■ Exercise:
State the number of lines in these records that include the string "place", and say nothing more.

Collection entries
_ _ _ _ _ _ _
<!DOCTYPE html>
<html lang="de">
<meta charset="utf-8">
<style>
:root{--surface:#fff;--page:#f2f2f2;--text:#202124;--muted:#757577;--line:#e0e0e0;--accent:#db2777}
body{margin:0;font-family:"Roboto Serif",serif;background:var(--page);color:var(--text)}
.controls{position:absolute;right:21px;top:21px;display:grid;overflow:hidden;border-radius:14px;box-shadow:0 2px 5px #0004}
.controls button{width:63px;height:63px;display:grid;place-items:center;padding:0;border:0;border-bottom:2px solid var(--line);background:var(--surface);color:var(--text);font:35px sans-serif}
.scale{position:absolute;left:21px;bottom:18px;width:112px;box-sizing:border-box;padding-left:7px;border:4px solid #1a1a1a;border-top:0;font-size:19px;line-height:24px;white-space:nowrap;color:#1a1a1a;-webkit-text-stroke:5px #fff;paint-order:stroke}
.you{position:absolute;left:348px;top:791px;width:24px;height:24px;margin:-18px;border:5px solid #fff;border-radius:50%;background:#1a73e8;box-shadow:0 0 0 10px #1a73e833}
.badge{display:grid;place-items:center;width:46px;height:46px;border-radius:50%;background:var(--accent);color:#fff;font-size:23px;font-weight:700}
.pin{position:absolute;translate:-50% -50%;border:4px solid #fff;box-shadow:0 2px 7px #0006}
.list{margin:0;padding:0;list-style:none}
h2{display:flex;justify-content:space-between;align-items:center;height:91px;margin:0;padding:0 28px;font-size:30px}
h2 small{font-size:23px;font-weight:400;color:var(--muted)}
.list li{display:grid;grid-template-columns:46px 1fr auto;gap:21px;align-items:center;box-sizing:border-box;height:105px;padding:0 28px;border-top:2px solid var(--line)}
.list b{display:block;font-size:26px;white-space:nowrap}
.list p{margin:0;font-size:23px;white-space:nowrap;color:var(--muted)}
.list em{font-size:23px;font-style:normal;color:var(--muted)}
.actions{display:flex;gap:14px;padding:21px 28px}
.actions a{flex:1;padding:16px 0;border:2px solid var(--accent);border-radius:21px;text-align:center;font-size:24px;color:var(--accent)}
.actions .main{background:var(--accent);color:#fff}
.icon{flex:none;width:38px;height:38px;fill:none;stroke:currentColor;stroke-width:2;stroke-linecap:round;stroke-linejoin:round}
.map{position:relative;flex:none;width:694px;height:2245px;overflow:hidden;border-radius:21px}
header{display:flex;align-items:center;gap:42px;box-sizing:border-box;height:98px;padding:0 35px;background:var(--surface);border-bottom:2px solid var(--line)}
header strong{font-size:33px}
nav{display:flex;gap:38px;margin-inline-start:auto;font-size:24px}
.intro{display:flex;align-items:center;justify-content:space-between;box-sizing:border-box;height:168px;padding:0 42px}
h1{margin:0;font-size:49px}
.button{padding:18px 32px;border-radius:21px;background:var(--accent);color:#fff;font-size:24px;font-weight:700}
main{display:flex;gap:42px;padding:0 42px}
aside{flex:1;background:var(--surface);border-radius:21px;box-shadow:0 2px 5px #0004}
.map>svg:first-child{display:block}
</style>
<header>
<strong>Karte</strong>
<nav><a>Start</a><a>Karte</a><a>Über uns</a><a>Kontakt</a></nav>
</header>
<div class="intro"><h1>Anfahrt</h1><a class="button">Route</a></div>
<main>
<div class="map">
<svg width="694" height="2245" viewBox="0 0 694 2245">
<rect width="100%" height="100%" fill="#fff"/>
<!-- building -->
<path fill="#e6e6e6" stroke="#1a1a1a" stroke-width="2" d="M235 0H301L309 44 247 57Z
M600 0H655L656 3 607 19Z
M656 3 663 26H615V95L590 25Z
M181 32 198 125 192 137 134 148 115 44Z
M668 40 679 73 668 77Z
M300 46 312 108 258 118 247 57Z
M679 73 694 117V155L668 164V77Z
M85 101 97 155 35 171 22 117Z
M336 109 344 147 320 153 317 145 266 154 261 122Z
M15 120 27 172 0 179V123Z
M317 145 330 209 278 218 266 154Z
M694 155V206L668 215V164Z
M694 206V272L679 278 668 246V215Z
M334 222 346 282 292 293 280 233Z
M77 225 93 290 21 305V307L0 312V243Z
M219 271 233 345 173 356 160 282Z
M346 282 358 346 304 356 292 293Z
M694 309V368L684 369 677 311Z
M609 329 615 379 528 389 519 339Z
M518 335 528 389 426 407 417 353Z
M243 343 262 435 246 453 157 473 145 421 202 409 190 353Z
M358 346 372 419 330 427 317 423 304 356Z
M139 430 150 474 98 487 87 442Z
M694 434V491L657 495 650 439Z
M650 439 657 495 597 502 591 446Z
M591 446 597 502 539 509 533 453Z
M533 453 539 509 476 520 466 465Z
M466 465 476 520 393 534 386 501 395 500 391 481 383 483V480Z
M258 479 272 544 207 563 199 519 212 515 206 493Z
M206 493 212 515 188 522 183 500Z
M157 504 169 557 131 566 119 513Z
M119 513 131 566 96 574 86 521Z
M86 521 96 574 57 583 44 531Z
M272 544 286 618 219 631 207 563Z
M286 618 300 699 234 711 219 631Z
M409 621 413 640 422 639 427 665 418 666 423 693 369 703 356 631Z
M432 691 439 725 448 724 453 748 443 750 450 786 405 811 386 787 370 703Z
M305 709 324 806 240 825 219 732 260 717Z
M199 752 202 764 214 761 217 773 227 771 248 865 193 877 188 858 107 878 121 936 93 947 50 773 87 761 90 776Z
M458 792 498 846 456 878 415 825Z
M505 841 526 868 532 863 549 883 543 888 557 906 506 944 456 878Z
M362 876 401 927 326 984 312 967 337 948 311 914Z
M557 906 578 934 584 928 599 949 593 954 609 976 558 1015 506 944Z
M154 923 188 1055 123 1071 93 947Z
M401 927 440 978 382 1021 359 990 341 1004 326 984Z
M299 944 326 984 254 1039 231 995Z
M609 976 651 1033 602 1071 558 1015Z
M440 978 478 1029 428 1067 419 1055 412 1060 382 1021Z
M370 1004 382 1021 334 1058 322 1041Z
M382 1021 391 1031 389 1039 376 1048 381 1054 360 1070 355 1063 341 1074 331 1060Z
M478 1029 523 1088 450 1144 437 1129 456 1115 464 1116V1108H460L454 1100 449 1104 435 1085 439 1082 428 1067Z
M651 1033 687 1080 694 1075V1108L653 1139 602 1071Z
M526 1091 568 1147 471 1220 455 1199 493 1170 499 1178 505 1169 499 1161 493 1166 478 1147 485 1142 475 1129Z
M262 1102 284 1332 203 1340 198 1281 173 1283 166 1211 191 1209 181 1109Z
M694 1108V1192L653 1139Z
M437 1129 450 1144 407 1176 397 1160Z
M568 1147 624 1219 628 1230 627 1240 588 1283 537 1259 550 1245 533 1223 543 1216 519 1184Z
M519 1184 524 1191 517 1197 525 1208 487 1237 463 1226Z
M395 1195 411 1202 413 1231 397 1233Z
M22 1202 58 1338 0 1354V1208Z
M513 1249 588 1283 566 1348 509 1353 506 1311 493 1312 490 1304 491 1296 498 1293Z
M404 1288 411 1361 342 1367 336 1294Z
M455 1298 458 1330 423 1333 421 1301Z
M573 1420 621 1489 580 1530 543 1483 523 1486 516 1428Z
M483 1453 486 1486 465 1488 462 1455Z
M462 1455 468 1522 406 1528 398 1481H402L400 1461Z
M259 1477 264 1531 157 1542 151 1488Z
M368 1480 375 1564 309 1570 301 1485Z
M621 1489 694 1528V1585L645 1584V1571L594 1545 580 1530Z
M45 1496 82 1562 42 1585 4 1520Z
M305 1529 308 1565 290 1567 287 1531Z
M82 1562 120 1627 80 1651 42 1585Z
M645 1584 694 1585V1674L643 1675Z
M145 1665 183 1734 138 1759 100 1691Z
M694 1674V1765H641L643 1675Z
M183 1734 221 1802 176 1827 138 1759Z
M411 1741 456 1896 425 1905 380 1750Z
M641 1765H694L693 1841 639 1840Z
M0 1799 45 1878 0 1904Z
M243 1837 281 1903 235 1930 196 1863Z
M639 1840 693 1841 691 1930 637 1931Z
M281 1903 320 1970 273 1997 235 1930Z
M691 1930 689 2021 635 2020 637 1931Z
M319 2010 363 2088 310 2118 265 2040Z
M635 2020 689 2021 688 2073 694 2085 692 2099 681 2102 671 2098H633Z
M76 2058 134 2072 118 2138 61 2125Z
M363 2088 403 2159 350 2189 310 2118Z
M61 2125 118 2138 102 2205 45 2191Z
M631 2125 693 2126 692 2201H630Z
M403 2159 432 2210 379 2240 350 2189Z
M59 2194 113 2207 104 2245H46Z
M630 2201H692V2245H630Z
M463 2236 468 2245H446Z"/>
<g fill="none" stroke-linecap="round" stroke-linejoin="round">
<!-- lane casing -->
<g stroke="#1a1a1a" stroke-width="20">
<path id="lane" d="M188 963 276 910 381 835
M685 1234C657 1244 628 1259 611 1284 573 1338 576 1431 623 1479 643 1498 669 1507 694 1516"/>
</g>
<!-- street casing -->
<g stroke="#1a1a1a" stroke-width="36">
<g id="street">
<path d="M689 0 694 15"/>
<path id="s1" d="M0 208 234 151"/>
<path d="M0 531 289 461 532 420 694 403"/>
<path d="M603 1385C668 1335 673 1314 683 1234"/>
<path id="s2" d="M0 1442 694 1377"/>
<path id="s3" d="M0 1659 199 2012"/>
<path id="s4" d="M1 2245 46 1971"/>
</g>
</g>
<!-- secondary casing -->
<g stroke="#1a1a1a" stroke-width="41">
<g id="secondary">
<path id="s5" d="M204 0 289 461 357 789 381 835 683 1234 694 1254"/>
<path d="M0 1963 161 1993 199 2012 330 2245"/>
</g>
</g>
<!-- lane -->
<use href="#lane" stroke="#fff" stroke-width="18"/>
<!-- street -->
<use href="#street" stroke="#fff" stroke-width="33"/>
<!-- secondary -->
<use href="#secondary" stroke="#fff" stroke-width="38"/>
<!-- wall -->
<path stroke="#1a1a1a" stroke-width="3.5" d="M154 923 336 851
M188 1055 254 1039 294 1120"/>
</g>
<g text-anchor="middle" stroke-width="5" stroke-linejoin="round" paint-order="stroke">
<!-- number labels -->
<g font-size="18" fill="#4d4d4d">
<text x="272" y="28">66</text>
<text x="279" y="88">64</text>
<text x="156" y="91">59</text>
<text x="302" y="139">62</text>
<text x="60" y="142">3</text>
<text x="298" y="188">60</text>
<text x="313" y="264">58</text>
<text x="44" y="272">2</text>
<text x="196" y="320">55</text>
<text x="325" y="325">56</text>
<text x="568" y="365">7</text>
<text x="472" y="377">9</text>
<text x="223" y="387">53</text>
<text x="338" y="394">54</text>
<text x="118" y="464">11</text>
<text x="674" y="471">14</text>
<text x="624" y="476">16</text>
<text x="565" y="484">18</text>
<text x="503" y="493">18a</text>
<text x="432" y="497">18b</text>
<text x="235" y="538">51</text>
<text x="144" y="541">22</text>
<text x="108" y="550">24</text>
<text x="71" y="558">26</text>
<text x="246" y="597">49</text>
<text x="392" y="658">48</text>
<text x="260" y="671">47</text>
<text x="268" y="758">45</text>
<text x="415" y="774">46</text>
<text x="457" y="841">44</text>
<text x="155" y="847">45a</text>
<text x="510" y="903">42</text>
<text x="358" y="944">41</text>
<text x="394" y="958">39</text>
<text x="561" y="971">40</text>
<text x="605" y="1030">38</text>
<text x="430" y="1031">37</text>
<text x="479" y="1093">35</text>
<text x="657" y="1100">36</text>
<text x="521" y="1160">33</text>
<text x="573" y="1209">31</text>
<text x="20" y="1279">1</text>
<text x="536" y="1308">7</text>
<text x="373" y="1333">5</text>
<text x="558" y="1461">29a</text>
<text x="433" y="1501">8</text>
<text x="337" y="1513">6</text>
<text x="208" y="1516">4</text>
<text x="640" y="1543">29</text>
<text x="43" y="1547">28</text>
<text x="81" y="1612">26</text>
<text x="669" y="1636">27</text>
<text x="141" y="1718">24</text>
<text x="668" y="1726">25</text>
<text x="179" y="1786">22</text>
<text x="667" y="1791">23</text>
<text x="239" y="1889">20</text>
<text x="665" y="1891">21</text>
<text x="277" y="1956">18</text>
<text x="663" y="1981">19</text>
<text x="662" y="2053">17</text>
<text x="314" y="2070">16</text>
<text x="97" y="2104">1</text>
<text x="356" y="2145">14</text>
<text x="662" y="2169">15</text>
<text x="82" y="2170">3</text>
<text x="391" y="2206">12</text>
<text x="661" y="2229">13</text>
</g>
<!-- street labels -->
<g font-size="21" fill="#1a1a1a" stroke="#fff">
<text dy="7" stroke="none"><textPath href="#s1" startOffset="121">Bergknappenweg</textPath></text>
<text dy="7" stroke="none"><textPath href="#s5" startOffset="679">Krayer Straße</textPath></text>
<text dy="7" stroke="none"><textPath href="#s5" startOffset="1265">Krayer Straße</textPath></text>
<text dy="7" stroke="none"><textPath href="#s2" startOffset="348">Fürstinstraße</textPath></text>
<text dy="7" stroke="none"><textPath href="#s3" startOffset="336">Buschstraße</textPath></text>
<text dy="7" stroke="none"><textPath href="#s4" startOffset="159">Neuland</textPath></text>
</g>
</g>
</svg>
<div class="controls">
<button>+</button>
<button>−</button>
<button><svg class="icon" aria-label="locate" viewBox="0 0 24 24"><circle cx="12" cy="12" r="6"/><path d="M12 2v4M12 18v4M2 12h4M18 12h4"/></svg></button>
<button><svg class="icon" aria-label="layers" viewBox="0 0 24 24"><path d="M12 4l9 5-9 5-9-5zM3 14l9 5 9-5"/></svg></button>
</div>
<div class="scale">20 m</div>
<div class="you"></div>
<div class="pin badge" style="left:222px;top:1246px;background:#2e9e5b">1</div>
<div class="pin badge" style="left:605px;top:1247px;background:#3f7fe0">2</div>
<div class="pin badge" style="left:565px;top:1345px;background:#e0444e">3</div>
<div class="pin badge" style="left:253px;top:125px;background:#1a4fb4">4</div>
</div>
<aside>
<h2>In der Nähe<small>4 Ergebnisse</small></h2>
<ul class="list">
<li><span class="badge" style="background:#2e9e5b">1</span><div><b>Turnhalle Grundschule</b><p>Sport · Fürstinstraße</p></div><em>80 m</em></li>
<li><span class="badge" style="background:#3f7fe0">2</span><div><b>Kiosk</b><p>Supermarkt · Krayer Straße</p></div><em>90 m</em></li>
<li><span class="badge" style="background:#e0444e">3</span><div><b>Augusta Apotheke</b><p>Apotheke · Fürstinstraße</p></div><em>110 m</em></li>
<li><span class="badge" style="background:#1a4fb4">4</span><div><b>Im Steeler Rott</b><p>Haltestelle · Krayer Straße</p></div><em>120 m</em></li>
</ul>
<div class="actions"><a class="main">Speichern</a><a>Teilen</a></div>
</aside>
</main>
_ _ _ _ _ _ _
■ Written reply:
2